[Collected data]

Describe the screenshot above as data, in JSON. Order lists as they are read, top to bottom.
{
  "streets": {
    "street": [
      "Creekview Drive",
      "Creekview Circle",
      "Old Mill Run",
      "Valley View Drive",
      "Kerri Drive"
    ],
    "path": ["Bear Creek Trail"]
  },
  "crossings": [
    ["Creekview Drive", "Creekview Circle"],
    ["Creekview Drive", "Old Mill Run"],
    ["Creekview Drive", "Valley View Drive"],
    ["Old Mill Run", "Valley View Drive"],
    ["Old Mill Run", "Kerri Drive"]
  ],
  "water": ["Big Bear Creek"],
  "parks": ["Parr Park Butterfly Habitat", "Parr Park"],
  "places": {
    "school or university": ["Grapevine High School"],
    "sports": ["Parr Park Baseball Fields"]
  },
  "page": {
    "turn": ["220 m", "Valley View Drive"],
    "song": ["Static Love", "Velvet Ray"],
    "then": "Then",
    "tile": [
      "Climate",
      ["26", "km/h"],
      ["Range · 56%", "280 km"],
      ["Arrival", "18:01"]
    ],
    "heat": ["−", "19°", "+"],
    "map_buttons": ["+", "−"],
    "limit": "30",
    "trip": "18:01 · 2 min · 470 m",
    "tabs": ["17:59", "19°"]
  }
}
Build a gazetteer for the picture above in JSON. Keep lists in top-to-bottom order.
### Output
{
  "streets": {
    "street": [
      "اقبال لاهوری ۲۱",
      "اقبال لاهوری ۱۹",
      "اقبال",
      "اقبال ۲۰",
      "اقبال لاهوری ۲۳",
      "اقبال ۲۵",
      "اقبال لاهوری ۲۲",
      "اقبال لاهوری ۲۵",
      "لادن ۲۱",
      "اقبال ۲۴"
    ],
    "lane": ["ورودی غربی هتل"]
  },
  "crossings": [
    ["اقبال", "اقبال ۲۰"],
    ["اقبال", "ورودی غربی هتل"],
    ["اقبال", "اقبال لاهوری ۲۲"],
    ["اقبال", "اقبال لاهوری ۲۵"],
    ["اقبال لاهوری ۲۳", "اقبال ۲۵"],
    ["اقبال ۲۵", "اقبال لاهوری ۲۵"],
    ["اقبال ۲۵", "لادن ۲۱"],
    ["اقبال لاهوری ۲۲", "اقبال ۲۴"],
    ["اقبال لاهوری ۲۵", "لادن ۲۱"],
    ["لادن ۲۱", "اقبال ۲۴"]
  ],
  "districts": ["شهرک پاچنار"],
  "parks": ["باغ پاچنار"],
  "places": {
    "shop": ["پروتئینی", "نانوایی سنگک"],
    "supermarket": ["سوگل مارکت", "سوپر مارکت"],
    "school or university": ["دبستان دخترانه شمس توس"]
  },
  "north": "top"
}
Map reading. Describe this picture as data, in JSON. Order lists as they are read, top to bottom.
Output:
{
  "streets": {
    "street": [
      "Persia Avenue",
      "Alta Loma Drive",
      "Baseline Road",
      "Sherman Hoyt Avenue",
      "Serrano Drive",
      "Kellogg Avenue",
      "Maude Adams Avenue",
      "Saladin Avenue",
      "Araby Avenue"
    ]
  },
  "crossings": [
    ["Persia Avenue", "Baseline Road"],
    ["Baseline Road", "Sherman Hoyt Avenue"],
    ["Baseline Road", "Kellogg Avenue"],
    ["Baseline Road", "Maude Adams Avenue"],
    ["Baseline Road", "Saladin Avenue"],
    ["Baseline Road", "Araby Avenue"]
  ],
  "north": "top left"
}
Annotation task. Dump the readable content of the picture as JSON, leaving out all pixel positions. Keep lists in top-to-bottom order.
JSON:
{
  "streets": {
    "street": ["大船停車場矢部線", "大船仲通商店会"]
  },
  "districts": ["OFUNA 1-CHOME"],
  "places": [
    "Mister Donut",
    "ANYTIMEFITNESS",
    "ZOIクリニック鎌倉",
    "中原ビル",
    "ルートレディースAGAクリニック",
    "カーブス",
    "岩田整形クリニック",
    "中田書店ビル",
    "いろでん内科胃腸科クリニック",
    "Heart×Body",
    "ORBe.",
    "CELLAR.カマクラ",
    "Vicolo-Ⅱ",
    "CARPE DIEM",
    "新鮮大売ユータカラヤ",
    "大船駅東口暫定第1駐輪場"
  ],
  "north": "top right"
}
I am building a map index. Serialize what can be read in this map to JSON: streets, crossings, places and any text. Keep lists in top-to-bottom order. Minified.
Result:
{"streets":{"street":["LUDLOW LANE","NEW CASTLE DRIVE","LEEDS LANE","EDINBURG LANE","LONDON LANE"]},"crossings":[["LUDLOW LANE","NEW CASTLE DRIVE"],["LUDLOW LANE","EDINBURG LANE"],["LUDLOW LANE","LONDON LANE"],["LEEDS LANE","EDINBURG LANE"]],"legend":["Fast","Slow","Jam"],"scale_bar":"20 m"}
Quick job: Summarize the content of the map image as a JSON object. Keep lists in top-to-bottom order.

** Task requirements **
Word for word, restate the lines above from the line containing "Build a gazetteer" through the line containing "Map reading. Describe", with both included and nothing else.

** Task solution **
Build a gazetteer for the picture above in JSON. Keep lists in top-to-bottom order.
### Output
{
  "streets": {
    "street": [
      "اقبال لاهوری ۲۱",
      "اقبال لاهوری ۱۹",
      "اقبال",
      "اقبال ۲۰",
      "اقبال لاهوری ۲۳",
      "اقبال ۲۵",
      "اقبال لاهوری ۲۲",
      "اقبال لاهوری ۲۵",
      "لادن ۲۱",
      "اقبال ۲۴"
    ],
    "lane": ["ورودی غربی هتل"]
  },
  "crossings": [
    ["اقبال", "اقبال ۲۰"],
    ["اقبال", "ورودی غربی هتل"],
    ["اقبال", "اقبال لاهوری ۲۲"],
    ["اقبال", "اقبال لاهوری ۲۵"],
    ["اقبال لاهوری ۲۳", "اقبال ۲۵"],
    ["اقبال ۲۵", "اقبال لاهوری ۲۵"],
    ["اقبال ۲۵", "لادن ۲۱"],
    ["اقبال لاهوری ۲۲", "اقبال ۲۴"],
    ["اقبال لاهوری ۲۵", "لادن ۲۱"],
    ["لادن ۲۱", "اقبال ۲۴"]
  ],
  "districts": ["شهرک پاچنار"],
  "parks": ["باغ پاچنار"],
  "places": {
    "shop": ["پروتئینی", "نانوایی سنگک"],
    "supermarket": ["سوگل مارکت", "سوپر مارکت"],
    "school or university": ["دبستان دخترانه شمس توس"]
  },
  "north": "top"
}
Map reading. Describe this picture as data, in JSON. Order lists as they are read, top to bottom.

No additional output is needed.